Studiando le prestazioni di una matrice di qubit per diverse ore, gli scienziati hanno osservato che, in molti casi, diversi qubit erano simultaneamente affetti da errori di memoria: un problema cruciale per lo sviluppo di un computer quantistico. Infatti, i protocolli per correggere errori di memoria prevedono che se un qubit fallisce, gli altri possano conservare l’informazione rendendola così recuperabile. Se invece si presentano più errori simultaneamente l’informazione andrà irrimediabilmente perduta. Dunque, è fondamentale comprendere l’origine di questi errori simultanei.
Attraverso simulazioni sviluppate dal team dell’INFN che hanno riprodotto l’effetto dell’interazione di particelle della radioattività naturale con i circuiti superconduttivi, sviluppate dal team dell’INFN, è stato possibile dimostrare che questi errori simultanei sono dovuti alla radioattività naturale.

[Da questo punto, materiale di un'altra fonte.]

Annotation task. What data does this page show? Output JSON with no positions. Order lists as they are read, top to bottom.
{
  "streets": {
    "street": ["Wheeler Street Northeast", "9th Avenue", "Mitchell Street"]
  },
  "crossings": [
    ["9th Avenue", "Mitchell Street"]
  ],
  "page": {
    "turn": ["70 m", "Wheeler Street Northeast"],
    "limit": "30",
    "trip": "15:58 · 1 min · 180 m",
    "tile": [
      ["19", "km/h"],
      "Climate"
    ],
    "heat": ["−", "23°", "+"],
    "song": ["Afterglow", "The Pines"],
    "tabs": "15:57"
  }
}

“L’esperienza maturata in ambito INFN nello studio, modellizzazione e riduzione della radioattività ambientale ci ha permesso di portare un contributo innovativo alla ricerca sul funzionamento dei qubits e si è rivelata di grande importanza per l’interpretazione dei risultati sperimentali“ sottolinea Claudia Tomei, ricercatrice della sezione INFN di Roma 1.
La ricerca oggetto di questo studio e i risultati ottenuti sono stati di ispirazione per il progetto “SQMS” (Superconducting quantum materials and systems center), coordinato dal Fermilab di Chicago e finanziato dal Department of Energy (DoE) degli Stati Uniti e di cui l’INFN è l’unico partner non statunitense.
“Le tecnologie quantistiche costituiscono un ambito di ricerca e sviluppo in rapida evoluzione, con possibili applicazioni in molteplici ambiti, dalla crittografia allo studio della materia oscura, e SQMS mira a ottenere significativi progressi in questo ambito, sviluppando in cinque anni un computer quantistico d’avanguardia, dalle prestazioni e velocità di calcolo mai raggiunte finora,” commenta Laura Cardani, responsabile del progetto SQMS per la sezione INFN di Roma 1.
Nell’ambito del progetto, l’INFN si occuperà di misurare dei prototipi di SQMS in un ambiente fortemente schermato dalla radioattività ambientale, sfruttando un sito unico: i Laboratori Nazionali del Gran Sasso (dove è in corso la costruzione di un nuovo laboratorio per ospitare futuri computer quantistici).
“Questi studi avranno diversi obiettivi” spiega Giulia D’Imperio, ricercatrice della sezione INFN di Roma 1, “dimostrare che il tempo a disposizione per il calcolo aumenta e gli errori simultanei in diversi qubit diminuiscono, ma anche approfondire gli studi fatti finora e comprendere meglio gli effetti della radioattività naturale sul funzionamento dei qubits”.